Marking its 35th anniversary today is the debut collaborative work between former CAN member, Holger Czukay, and former Japan front-man, David Sylvian, with Plight & Premonition being released on March 21st, 1988. At a time when ambient music was still finding its audience, the album became a critical foundation stone for the genre as it would develop throughout the coming decade.
The genesis of this album came about quite by chance. David had originally traveled to Germany to record a vocal part for a solo album Holger was working on at the time. However, that plan became sidelined and never actually materialized as the duo found themselves distracted by other indulgences which manifested without any real intent. The first night David was in town, after going out for dinner, they returned to Inner Space studio and Sylvian began to wander about the studio, improvising absentmindedly on various instruments. Holger, ever the musical opportunist, had a habit of recording everything that happened in there. David wasn’t even aware that he was being recorded most of the time and Holger would have him move on to something else whenever it seemed like he was beginning to become self-conscious of his performing process. Over the course of the next couple of nights, they compiled enough raw material for Holger to then cobble together two side long instrumental compositions. By the time they were finished recording, it was time for David to head home and there was no time left to record the originally intended vocal track.

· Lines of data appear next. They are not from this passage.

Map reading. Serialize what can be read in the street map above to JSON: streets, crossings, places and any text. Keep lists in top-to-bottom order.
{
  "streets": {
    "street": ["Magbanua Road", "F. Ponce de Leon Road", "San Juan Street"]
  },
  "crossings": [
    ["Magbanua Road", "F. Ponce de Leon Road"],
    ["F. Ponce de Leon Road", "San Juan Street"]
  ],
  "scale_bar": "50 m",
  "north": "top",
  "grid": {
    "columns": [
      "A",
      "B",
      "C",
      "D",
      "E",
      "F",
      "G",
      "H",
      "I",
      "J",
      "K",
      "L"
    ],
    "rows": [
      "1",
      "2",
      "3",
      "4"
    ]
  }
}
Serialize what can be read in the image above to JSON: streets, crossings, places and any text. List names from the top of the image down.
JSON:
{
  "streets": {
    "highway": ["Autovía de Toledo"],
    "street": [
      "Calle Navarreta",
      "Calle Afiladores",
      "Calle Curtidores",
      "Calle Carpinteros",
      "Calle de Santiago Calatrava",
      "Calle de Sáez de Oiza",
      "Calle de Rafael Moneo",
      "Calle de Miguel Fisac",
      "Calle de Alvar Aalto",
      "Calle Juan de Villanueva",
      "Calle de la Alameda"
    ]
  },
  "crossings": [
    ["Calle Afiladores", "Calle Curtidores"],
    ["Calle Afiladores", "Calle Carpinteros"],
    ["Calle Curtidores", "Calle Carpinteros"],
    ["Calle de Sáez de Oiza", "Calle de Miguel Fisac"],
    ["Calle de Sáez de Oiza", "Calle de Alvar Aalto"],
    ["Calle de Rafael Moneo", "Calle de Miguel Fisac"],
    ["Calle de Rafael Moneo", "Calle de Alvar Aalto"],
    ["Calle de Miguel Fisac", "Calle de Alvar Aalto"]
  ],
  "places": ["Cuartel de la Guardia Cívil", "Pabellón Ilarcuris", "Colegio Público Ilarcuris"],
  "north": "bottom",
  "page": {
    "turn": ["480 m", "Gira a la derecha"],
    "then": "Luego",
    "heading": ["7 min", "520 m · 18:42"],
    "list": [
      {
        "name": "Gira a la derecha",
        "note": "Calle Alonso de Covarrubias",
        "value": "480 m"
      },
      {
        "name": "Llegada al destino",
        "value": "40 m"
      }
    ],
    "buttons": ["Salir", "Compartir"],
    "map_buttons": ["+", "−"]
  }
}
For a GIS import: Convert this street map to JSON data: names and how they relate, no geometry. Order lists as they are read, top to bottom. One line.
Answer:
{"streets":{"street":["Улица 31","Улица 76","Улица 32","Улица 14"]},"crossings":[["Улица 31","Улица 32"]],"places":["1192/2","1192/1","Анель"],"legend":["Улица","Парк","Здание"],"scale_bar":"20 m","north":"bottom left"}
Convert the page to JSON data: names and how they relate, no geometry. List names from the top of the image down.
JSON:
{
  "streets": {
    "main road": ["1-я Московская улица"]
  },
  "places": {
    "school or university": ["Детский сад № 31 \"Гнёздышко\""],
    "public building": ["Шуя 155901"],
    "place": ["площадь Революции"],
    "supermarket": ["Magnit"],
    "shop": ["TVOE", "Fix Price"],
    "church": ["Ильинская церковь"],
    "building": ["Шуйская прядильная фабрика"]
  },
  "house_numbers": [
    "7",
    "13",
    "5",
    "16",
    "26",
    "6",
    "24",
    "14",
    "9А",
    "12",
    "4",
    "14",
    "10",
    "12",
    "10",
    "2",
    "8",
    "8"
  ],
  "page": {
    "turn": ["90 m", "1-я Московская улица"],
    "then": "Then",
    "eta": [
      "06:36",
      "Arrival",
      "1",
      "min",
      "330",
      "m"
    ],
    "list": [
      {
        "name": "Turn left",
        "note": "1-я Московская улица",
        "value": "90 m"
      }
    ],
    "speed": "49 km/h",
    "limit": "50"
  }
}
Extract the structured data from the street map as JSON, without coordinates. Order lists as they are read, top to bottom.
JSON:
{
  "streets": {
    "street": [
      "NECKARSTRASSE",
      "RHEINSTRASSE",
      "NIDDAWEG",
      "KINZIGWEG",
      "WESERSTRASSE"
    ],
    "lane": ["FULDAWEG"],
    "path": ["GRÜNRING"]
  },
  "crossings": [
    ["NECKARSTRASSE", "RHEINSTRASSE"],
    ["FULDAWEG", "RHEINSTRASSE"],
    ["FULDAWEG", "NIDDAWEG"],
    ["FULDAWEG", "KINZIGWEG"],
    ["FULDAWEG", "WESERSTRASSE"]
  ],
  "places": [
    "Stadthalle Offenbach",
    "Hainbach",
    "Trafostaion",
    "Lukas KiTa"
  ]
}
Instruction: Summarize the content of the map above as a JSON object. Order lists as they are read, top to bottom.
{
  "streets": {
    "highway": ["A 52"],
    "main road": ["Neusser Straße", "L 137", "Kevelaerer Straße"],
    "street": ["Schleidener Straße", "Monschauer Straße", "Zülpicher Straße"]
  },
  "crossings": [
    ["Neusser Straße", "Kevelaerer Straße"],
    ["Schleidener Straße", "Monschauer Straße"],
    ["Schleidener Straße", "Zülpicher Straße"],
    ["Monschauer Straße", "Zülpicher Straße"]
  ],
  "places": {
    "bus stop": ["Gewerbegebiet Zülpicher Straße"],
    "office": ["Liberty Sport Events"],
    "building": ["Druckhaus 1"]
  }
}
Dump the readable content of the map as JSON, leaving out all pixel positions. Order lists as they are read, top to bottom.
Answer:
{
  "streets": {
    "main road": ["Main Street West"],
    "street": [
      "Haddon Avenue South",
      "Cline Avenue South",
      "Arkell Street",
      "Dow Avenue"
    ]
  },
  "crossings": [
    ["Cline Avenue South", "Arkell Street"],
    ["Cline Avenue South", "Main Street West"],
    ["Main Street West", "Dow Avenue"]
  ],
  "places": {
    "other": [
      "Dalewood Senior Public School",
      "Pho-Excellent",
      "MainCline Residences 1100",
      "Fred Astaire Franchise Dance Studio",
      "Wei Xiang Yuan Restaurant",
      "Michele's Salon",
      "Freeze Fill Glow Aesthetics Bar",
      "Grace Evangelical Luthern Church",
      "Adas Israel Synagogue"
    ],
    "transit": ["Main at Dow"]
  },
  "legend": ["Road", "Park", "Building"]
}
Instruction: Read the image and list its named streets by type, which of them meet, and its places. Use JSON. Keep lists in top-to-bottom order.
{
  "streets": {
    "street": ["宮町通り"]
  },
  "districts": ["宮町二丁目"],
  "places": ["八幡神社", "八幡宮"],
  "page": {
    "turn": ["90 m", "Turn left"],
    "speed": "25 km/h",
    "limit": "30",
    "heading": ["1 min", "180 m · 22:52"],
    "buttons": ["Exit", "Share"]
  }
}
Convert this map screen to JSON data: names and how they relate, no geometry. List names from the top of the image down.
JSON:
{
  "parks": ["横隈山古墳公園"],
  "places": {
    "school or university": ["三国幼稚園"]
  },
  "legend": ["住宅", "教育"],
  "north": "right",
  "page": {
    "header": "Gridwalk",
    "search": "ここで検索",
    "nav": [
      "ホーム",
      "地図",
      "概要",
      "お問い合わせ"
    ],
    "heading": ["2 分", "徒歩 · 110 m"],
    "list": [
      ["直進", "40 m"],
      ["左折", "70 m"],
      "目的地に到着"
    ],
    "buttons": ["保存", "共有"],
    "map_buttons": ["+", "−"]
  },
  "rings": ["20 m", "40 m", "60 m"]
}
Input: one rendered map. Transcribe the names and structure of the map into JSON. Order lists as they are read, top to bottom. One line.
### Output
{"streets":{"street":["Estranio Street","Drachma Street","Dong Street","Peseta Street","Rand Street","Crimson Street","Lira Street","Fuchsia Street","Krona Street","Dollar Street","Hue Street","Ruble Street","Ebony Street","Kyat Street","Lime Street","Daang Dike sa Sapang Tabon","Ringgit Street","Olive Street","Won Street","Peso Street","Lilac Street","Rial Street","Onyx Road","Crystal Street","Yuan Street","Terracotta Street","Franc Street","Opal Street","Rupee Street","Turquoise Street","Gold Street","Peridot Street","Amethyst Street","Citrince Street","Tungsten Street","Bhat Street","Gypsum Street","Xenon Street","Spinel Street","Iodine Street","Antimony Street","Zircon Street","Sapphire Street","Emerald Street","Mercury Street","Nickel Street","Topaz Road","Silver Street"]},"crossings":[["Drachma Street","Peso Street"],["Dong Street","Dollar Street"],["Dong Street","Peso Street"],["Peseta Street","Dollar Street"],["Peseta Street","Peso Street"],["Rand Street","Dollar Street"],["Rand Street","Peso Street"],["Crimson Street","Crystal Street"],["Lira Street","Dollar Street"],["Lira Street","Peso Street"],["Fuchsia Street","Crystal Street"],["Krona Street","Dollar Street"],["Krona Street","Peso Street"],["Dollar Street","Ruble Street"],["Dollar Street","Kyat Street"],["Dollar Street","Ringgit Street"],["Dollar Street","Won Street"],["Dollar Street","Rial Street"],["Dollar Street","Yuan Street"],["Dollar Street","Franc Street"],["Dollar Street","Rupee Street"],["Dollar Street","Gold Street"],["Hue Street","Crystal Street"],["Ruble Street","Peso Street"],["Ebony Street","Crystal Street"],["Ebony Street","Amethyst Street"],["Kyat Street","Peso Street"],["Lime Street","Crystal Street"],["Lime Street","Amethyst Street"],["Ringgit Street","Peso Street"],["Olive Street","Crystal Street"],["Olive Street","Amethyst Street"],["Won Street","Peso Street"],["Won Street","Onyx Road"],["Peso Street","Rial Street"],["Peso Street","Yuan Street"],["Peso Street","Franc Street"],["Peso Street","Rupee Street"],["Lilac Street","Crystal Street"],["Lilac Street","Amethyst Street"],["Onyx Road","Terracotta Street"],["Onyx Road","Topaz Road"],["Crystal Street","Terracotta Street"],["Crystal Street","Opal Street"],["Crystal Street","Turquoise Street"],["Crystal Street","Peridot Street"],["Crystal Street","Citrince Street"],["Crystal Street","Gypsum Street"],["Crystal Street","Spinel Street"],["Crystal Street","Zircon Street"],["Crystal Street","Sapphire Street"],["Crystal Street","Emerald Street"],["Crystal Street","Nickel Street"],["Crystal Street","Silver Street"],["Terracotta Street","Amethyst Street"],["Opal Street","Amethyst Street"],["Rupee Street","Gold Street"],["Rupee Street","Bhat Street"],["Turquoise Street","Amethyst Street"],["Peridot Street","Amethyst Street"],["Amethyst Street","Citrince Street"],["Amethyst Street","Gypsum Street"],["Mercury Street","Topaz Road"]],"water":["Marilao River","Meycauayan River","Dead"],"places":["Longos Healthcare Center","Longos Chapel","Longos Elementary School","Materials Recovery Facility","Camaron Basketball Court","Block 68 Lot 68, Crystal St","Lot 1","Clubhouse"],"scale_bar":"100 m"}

The recording sessions were held late in 1986 and the duo completed final mixing by February of 1987, but the album wasn’t released until March of 1988. Virgin Records ended up issuing it on their low-budget subsidiary, Venture Records. A companion album, Flux + Mutability, was released in 1989, though the artists were less enthusiastic over the results on that album than for the first. The spontaneous manifestation which made the initial project so magical simply wasn’t present for the second album and they found themselves struggling to recreate the lack of self-consciousness that gave the first album its organic charm. The two albums were eventually re-issued as a combined set with a slightly different mix by Sylvian for Plight & Premonition. I’ve always ranked it as one of my all-time favorite ambient albums. I think it sets a standard for the genre which would give it a timeless quality. There’s nothing about it that betrays any sense of the passage of time or placement within any era.